Come nella fiaba di Hans Christian Andersen può ben dirsi che a Madrid il “Re è nudo”, essendo il Re gli Stati nella fallita lotta ai cambiamenti climatici.

Ad una settimana dal suo inizio, nella COP 25 di tutto si è sinora parlato tranne di quel che conta: che le cose non vanno bene e che non potranno migliorarle le procedure burocratiche – indicate come ‘orientamenti operativi’ dell’Accordo di Parigi – di cui 13.635 rappresentanti delle Parti stanno discutendo (su 26.706 partecipanti accreditati).

Diversi i rapporti che attestano il fallimento collettivo degli Stati

Eppure la documentazione resa pubblica in questi giorni è di un’evidenza lapalissiana:
– si tratti dell’Emissions Gap Report 2019 dell’UNEP che attesta il “fallimento collettivo” degli Stati al punto che se anche tutti i Piani Nazionali venissero attuati la temperatura aumenterebbe comunque di 3,2°C;
– del documento del Global Carbon Project dal significativo titolo Global Energy Growth is Outpacing Dacarbonization;
– o dell’ultimo rapporto della World Meteorological Organization che ha attestato che la concentrazione atmosferica dei gas serra ha toccato nel 2018 nuovi massimi.

E le cose in futuro potranno peggiorare, se si considera l’impatto dei 200 GWe di centrali elettriche a carbone in costruzione o autorizzate nel 2019 in Cina, i 95 in India, i 75 in altri paesi asiatici (con una somma di gran lunga superiore ai nuovi GWe rinnovabili), anche se le nuove centrali hanno un impatto ambientale incommensurabilmente inferiore a quello di un tempo.

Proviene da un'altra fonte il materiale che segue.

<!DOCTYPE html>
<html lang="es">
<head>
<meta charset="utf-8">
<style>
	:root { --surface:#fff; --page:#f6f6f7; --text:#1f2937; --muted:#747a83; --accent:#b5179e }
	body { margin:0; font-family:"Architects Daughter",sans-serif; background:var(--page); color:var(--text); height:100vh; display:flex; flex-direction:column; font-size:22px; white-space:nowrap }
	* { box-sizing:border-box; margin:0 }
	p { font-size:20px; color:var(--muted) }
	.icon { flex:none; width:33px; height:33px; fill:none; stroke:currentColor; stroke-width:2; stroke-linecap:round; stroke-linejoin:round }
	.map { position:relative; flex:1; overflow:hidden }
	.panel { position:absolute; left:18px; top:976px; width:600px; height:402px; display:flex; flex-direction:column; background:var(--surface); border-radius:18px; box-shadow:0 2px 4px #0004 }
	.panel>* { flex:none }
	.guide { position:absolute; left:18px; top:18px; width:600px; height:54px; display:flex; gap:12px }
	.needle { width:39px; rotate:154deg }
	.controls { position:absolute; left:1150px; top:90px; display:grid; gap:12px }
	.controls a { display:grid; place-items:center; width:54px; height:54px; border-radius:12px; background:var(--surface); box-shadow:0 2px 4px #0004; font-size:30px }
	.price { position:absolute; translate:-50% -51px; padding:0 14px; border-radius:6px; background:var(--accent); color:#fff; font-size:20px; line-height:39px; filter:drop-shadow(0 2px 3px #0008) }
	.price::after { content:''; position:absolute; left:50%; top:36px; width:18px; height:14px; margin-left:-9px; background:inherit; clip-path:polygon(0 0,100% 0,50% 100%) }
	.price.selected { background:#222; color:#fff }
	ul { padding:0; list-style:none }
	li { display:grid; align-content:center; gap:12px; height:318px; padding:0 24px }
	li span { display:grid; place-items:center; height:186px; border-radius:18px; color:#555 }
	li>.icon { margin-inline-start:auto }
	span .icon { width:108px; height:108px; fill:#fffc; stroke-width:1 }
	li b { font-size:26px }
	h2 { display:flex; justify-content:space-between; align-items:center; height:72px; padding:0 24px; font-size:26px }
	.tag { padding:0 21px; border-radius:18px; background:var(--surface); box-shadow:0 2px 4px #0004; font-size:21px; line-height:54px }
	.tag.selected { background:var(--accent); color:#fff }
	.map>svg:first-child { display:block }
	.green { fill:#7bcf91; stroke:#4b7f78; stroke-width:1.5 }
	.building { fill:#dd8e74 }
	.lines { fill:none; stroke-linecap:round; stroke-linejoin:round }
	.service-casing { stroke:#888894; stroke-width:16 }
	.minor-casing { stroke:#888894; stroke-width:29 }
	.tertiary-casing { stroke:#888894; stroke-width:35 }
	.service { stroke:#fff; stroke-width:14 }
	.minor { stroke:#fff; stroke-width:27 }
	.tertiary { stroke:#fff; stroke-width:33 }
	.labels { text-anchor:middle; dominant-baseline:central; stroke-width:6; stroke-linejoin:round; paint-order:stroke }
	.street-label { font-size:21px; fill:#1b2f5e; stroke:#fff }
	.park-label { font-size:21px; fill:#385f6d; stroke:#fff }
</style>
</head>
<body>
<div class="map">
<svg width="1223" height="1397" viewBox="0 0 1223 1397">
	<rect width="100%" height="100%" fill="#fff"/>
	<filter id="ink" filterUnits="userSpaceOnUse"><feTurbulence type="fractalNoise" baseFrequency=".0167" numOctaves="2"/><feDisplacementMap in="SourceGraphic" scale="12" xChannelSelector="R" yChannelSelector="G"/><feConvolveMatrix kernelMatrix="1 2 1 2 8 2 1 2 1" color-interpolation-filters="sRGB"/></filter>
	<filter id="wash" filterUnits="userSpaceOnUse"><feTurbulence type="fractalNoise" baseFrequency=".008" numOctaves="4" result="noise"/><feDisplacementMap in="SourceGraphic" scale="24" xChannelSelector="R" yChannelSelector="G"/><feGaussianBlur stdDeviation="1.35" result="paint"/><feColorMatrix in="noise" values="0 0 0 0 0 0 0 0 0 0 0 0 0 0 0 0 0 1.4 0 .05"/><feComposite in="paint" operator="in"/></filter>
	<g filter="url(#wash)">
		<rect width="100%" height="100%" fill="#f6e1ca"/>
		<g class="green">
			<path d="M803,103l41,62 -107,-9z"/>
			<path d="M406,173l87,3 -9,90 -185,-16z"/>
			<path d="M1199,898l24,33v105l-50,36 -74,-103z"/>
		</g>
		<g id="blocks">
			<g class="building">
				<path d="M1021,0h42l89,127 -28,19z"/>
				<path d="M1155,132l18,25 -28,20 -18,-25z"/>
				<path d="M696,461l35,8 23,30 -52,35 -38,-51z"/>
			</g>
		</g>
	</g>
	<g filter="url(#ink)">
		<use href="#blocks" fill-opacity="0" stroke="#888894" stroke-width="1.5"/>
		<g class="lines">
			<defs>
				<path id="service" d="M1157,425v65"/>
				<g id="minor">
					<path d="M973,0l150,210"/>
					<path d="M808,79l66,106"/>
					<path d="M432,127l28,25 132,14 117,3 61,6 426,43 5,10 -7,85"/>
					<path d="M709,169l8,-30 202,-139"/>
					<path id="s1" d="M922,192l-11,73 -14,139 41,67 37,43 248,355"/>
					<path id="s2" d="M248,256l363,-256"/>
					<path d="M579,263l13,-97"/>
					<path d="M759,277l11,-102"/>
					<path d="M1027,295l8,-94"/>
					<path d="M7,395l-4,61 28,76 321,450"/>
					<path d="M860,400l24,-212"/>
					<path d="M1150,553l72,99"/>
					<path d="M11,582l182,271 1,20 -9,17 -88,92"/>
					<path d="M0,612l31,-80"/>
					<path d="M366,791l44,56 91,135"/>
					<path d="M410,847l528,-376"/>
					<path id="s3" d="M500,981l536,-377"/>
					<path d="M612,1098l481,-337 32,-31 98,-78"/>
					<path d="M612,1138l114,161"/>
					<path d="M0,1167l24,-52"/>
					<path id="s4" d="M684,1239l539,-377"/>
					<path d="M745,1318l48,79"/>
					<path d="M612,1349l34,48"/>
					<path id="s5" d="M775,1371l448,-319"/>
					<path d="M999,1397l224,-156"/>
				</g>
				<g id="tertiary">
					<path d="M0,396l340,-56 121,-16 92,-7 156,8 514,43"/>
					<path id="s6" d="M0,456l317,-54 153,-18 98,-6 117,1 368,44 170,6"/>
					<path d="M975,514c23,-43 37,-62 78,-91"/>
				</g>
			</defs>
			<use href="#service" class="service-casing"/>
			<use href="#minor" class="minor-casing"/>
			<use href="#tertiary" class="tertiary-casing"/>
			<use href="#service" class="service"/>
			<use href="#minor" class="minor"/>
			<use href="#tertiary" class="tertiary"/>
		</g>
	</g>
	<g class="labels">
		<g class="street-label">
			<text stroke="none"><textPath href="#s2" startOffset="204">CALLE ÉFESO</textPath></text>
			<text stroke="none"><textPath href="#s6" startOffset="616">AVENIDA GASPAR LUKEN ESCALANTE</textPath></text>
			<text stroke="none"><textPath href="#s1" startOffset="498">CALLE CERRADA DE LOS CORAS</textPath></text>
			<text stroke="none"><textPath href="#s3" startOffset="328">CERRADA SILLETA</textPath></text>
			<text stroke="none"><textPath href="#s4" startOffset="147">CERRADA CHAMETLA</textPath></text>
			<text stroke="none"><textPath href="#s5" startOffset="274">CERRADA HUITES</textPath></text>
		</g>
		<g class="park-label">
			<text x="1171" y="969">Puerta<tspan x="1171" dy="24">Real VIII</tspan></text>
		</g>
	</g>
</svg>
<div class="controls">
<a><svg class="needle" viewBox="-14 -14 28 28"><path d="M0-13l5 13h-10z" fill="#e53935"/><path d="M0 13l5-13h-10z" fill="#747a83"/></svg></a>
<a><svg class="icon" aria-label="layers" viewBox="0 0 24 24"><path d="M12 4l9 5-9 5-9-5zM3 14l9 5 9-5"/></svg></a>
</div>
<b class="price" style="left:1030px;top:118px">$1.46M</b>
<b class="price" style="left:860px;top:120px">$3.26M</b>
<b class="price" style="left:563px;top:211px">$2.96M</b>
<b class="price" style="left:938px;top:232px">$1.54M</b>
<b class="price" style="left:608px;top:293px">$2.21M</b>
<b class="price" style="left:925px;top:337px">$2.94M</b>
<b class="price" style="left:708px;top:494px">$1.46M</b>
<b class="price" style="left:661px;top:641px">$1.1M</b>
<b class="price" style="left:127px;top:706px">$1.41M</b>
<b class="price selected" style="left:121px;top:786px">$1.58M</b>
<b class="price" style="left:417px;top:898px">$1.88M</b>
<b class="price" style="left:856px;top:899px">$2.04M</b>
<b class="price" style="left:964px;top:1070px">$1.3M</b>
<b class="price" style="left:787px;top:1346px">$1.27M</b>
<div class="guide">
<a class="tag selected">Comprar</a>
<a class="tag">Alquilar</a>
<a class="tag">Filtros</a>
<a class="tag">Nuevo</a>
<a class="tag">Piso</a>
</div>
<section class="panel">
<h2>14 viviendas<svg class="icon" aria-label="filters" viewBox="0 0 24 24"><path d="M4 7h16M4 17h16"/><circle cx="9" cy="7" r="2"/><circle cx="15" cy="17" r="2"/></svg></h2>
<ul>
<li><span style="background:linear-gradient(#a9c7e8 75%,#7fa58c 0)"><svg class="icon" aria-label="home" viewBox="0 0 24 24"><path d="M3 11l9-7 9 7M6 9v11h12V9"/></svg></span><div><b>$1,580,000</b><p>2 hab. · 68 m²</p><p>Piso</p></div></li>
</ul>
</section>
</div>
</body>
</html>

Resta il fatto che la ‘Transizione Energetica’ in atto è ben altro da quella promessa/profetizzata/acclamata. Nel trade-off crescere/declinare i paesi emergenti non hanno dubbi.

Le ragioni per cui le cose non vanno come desiderato sono spesso più politico-sociali che tecnologiche, ma questi aspetti vengono per lo più trascurati

Capire la realtà delle cose e le ragioni per cui non vanno nel senso desiderato, spesso politico-sociali più che tecnologiche, individuare le soluzioni per rimuoverle, rendere vincolanti obiettivi ora solo volontari, sarebbe stato ben più utile che confrontarsi in centinaia di mini incontri sui più disparati temi scientifici o discettare se non sia il caso di innalzare l’asticella degli obiettivi visto che quelli attuali non si riescono a raggiungere.

Ebbene, di fronte a queste sconfitte, non una proposta operativa è stata avanzata alla Fiera di Madrid mentre nessuna notizia trapela su quel che si sta facendo nonostante i 3.076 giornalisti accreditati.

L’unica emozione la si è avuta con l’arrivo di Greta dopo un viaggio di 20 giorni (in catamarano) dagli Stati Uniti; una notte (in treno) da Lisbona; l’ultimo miglio (in auto elettrica) per raggiungere la manifestazione di centinaia di migliaia di ragazzi. Un evento mediaticamente importante ma che non ha minimamente modificato l’agenda della COP25.

Quel che impressiona è lo scarto enorme tra le altisonanti e retoriche dichiarazioni e il niente che dalla COP sta emergendo

Quel che impressiona è lo scarto enorme tra le altisonanti e retoriche dichiarazioni dei leader del mondo alla sua apertura, i non meno altisonanti documenti, risoluzioni, appelli inviati da organismi internazionali, governi, parlamenti (si legga la risoluzione del parlamento europeo in 127 punti) sui rischi dell’’‘emergenza climatica’ e il niente che dalla COP sta emergendo.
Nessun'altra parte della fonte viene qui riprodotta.